Lasciando da parte la working class, che è troppo assorbita dall’assicurarsi la sopravvivenza individuale per avere grandi energie da rivolgere altrove, quello che colpisce è la complicità del ceto medio. La parte più ricca e colta della nostra società, che qualche leva ce l’avrebbe pure, non ha la minima intenzione di fare alcunché per salvare i palestinesi dallo spaventoso e deliberato massacro generalizzato che Israele sta infliggendo loro.
La stessa cosa fece la borghesia cent’anni fa, davanti agli orrendi crimini dei fascisti all’interno e all’estero. Il comportamento è quindi simile, ma le differenze tra i sue periodi sembrano grandissime: durante il fascismo c’era una dittatura, un partito unico, leggi e disposizioni specifiche per impedire la libertà di esprimersi e apparati repressivi e di controllo per applicarle.
Si poteva quindi pensare che ai tempi l’ignavia fosse dovuta a paura delle conseguenze del dissenso, mentre adesso siamo molto più liberi di esprimerci, di fare attività politica, di esprimere contrarietà senza incorrere nelle gravi conseguenze dell’era fascista.
Quindi, se non è la paura delle conseguenze, perché tantissimi sono di fatto complici di genocidio? Stante il fatto che esprimersi contro il massacro, anche senza chiamarlo genocidio, comporta conseguenze tutto sommato lievi, viene da pensare che i silenti ritengano che i benefici sociali derivanti dallo spezzare una lancia a favore di chi sta sotto di loro nella scala sociale siano ancora minori di quelle negative.
Credo sia proprio questo il trait d’union tra l’epoca fascista e l’attuale: entrambi i periodi sono successivi a sconfitte storiche delle classi subalterne. Durante il fascismo vennero piegate a suon di squadrismo e violenza, mentre oggi lo sono state “grazie” alla globalizzazione che ne ha sostanzialmente azzerato il potere contrattuale rendendo inutile la negoziazione.
Oggi come ieri, molti membri del ceto medio pensano che i subalterni siano stati ormai “addomesticati”, e quindi si sentono stupidamente liberi di dare sfogo alla loro caratteristica arroganza e di disinteressarsi (quando non addirittura infierire su) di essi senza rischiare di patire conseguenze negative.

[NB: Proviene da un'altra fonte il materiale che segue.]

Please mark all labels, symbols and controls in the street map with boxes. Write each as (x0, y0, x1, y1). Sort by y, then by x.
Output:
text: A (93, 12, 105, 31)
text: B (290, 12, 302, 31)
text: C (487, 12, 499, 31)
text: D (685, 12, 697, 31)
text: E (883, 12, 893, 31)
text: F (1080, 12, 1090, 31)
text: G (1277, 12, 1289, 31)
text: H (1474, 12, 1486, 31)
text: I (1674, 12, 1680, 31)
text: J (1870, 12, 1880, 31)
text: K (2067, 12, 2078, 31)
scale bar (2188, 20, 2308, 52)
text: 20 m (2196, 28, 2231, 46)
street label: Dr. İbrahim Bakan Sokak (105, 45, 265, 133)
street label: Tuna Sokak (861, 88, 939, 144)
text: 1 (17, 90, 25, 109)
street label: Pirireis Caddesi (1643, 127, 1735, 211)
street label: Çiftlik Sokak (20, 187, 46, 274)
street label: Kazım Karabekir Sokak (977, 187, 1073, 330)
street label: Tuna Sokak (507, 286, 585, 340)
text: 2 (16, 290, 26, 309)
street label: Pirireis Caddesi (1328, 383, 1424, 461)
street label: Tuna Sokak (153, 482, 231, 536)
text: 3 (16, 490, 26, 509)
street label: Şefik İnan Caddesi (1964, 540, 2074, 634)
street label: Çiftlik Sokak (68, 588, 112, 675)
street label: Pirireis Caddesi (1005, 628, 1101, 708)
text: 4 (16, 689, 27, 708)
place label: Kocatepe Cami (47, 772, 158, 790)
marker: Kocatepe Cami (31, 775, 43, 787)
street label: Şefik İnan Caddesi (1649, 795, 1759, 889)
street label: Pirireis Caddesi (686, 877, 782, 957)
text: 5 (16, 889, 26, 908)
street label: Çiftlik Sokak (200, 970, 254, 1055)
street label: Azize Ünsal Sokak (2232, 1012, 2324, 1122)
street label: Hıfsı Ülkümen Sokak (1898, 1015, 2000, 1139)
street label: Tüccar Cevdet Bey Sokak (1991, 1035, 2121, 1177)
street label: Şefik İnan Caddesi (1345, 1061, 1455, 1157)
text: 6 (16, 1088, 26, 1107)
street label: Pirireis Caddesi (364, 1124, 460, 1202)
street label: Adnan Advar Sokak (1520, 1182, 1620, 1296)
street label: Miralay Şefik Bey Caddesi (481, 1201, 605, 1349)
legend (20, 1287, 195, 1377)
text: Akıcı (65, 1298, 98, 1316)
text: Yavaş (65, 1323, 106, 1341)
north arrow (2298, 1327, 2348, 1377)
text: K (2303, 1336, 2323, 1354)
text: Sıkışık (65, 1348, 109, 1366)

La situazione dei palestinesi è quindi solo la conseguenza più estrema della tracotanza di coloro che si trovano in posizione di vantaggio e hanno ogni interesse a intendere la società come una competizione darwiniana e disumana, senza regole nè quartiere.
Ciò che tali membri del ceto medio, nella loro abissale stupidità, non riescono ad afferrare è che questa situazione è resa possibile non, come amano credere loro, da una loro grande superiorità intellettuale e valoriale, ma semplicemente dal possesso del monopolio della violenza... e quando una struttura sociale si basa solo sulla forza, chi detiene la forza è re, al di là di ogni finzione democratica, e non deve rendere conto a nessun altro: tantomeno a un ceto medio notoriamente imbelle e fondamentalmente servile, forte coi deboli ma debolissimo coi forti.
Gli inesistenti sforzi del potere per affrontare la crisi ambientale in modo concertato e sostenibile dimostrano che chi sta davvero in alto ha chiaramente deciso di affrontarla trincerandosi in fortini dorati e al contempo imponendo una grossa “cura dimagrante” alla facoltà riproduttive del resto del genere umano, a base di guerre militari e sociali.
In questo contesto il ceto medio scoprirà ben presto di essere anch’esso inutile e sovrabbondante tanto quanto gli attuali subalterni, e destinato quindi a fare sostanzialmente la stessa loro fine: “vennero a prendere i subalterni, e io non feci nulla perché non ero subalterno... ma quando finirono di prendersela con gli ultimi, scoprimmo che ad essere ultimi eravamo rimasti noi”. Troppo tardi.